# model.py
import torch
import torch.nn as nn
import torch.nn.functional as F
import math

class PositionalEncoding(nn.Module):
    def __init__(self, embedding_dim, max_len=5000):
        super(PositionalEncoding, self).__init__()

        # Create a positional encoding matrix of shape (max_len, embedding_dim)
        pe = torch.zeros(max_len, embedding_dim)
        position = torch.arange(0, max_len, dtype=torch.float).unsqueeze(1)
        div_term = torch.exp(torch.arange(0, embedding_dim, 2).float() * (-math.log(10000.0) / embedding_dim))

        pe[:, 0::2] = torch.sin(position * div_term)
        pe[:, 1::2] = torch.cos(position * div_term)
        
        # Add a batch dimension, so the shape becomes (1, max_len, embedding_dim)
        pe = pe.unsqueeze(0)
        
        # Register the positional encoding as a buffer so it won't be updated by the optimizer
        self.register_buffer('pe', pe)

    def forward(self, x):
        # x is expected to have shape (batch_size, seq_length, embedding_dim)
        seq_length = x.size(1)
        # Add positional encoding to input
        x = x + self.pe[:, :seq_length]
        return x

class SelfAttention(nn.Module):
    def __init__(self, input_dim, heads):
        super(SelfAttention, self).__init__()
        self.heads = heads
        self.scale = (input_dim // heads) ** -0.5
        self.qkv = nn.Linear(input_dim, input_dim * 3)
        self.fc = nn.Linear(input_dim, input_dim)

    def forward(self, x):
        batch_size, seq_length, embedding_dim = x.shape
        qkv = self.qkv(x).view(
            batch_size, seq_length, self.heads, 3, embedding_dim // self.heads
        )
        q, k, v = qkv[..., 0, :], qkv[..., 1, :], qkv[..., 2, :]
        q = q.permute(0, 2, 1, 3)
        k = k.permute(0, 2, 1, 3)
        v = v.permute(0, 2, 1, 3)

        attn_weights = torch.matmul(q, k.transpose(-2, -1)) * self.scale
        attn_weights = F.softmax(attn_weights, dim=-1)

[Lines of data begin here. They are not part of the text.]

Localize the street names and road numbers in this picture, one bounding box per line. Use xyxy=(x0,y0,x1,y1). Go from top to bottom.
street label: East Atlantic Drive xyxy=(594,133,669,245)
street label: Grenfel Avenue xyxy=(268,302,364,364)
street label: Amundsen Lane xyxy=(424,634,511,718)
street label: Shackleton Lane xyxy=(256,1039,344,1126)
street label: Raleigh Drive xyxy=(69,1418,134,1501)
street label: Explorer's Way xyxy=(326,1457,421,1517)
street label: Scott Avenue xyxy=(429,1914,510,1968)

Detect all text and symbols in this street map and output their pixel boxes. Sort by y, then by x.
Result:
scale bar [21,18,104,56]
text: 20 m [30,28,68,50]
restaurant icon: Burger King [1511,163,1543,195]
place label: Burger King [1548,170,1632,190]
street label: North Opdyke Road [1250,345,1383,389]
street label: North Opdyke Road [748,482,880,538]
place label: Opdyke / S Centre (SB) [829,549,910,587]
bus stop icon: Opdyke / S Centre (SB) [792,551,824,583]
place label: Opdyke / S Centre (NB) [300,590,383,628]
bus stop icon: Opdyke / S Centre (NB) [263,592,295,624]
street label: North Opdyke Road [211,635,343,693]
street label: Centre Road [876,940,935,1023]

        attention_output = torch.matmul(attn_weights, v)
        attention_output = attention_output.permute(0, 2, 1, 3).contiguous()
        attention_output = attention_output.view(batch_size, seq_length, embedding_dim)
        
        return self.fc(attention_output)

class AttentionBasedModel(nn.Module):
    def __init__(self, pos_vocab_size, embedding_dim=128, num_classes=6, heads=8, num_attention_layers=3, dim_feedforward=512, max_len=128):
        super(AttentionBasedModel, self).__init__()
        self.embedding = nn.Embedding(pos_vocab_size, embedding_dim)  # Embedding for POS tags
        self.positional_encoding = PositionalEncoding(embedding_dim, max_len)  # Positional Encoding
        self.self_attention_layers = nn.ModuleList([
            SelfAttention(embedding_dim, heads) for _ in range(num_attention_layers)
        ])
        self.fc1 = nn.Linear(embedding_dim, dim_feedforward)
        self.fc2 = nn.Linear(dim_feedforward, num_classes)
        self.dropout = nn.Dropout(0.5)
        self.norm = nn.LayerNorm(embedding_dim)

    def forward(self, x):
        # Input x is a matrix of one-hot encoded POS tags, shape: (batch_size, seq_length, pos_vocab_size)
        x = self.embedding(x)  # Convert POS tags to embeddings, shape: (batch_size, seq_length, embedding_dim)
        
        # Add positional encoding to embeddings
        x = self.positional_encoding(x)
        
        for attn_layer in self.self_attention_layers:
            attn_output = attn_layer(x)
            x = self.norm(attn_output + x)

        # Pool the output by taking the mean of the sequence (reduce along sequence length)
        pooled_output = torch.mean(x, dim=1)

        # Fully connected layers for classification
        x = F.relu(self.fc1(pooled_output))
        x = self.dropout(x)
        x = self.fc2(x)  # Output logits for the 6 classes
        
        return x


# Example Usage
# # Hyperparameters
# pos_vocab_size = 50  # Size of the POS tag vocabulary
# max_context_length = 128  # Maximum context length
# embedding_dim = 128  # Embedding size
# num_classes = 6  # Output classes
# batch_size = 32  # Example batch size

# # Model initialization
# model = AttentionBasedModel(pos_vocab_size, embedding_dim, num_classes)

# # Example input: batch of one-hot encoded POS tags (variable length sequences)
# input_data = torch.randint(0, pos_vocab_size, (batch_size, max_context_length))  # Random input for testing

# # Forward pass
# output = model(input_data)  # Output shape will be (batch_size, num_classes)

# print(output.shape)  # Should print torch.Size([batch_size, num_classes])